◆ Problem to work on ◆
Looking at the data below, count the lines that contain the string "Зайцева". Write only the total.

◆ Dataset items ◆
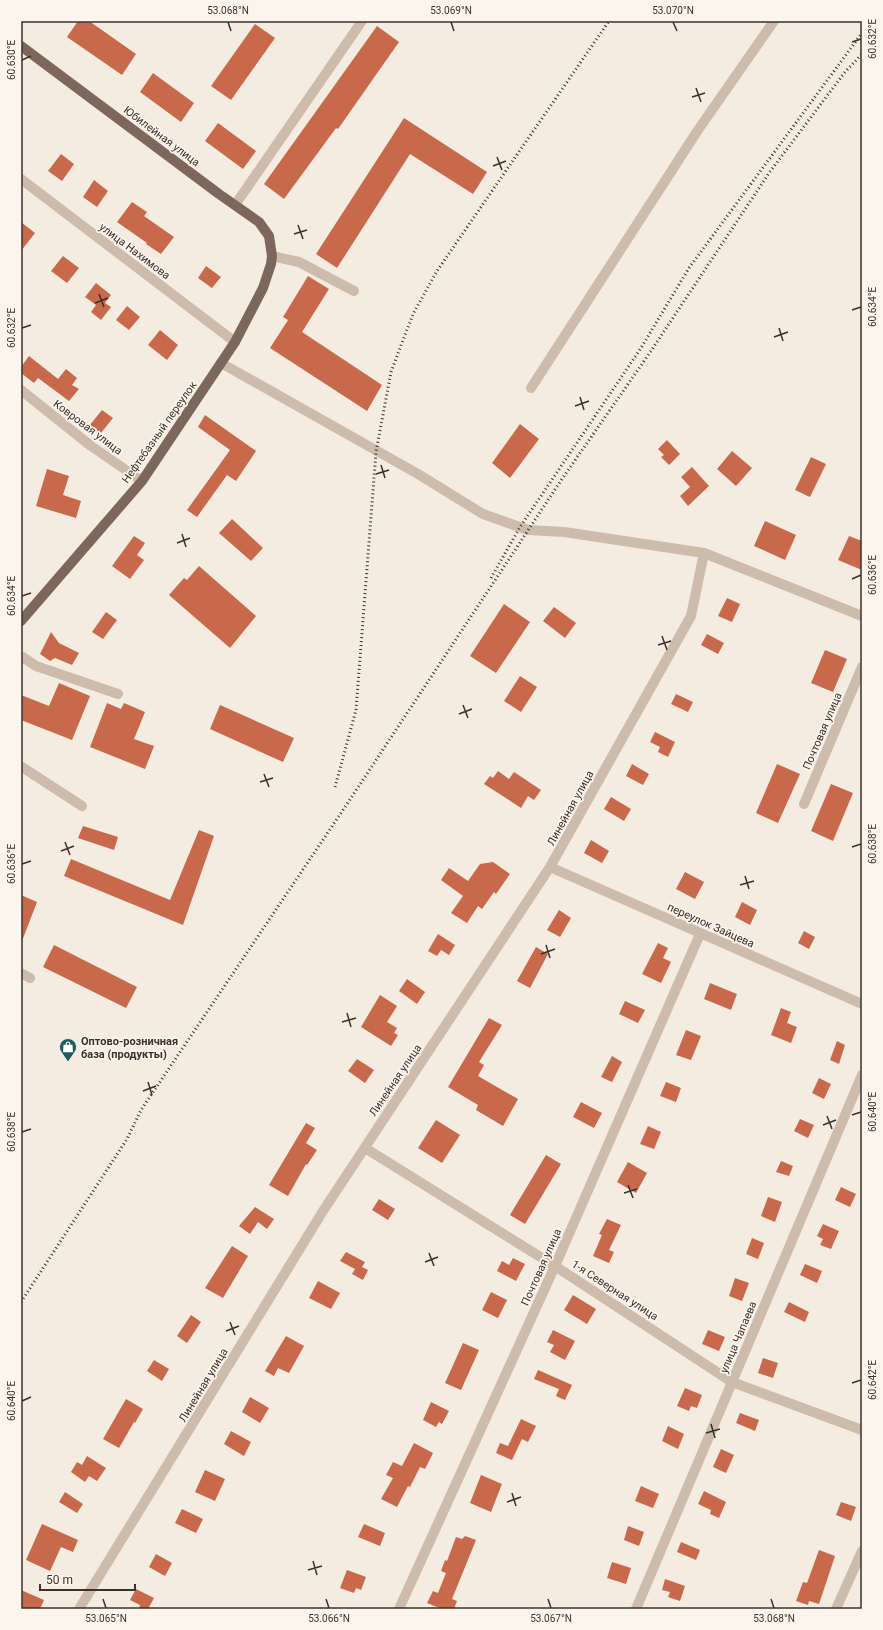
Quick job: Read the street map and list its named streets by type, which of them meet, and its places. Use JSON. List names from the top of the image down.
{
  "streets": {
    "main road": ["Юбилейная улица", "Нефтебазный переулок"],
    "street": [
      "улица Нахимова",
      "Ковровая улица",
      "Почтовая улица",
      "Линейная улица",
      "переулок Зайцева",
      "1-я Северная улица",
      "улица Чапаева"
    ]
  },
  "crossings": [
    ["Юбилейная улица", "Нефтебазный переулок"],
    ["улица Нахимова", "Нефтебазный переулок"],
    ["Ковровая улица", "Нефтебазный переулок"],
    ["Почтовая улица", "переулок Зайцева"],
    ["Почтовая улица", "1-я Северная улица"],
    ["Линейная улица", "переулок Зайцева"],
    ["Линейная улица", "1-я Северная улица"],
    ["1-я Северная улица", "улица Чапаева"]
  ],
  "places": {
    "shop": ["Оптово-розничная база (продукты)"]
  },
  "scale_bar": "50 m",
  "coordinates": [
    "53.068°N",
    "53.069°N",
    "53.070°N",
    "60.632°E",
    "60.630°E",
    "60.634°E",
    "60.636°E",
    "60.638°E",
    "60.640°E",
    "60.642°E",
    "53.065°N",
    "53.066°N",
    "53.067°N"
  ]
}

◆ Output for this task ◆
3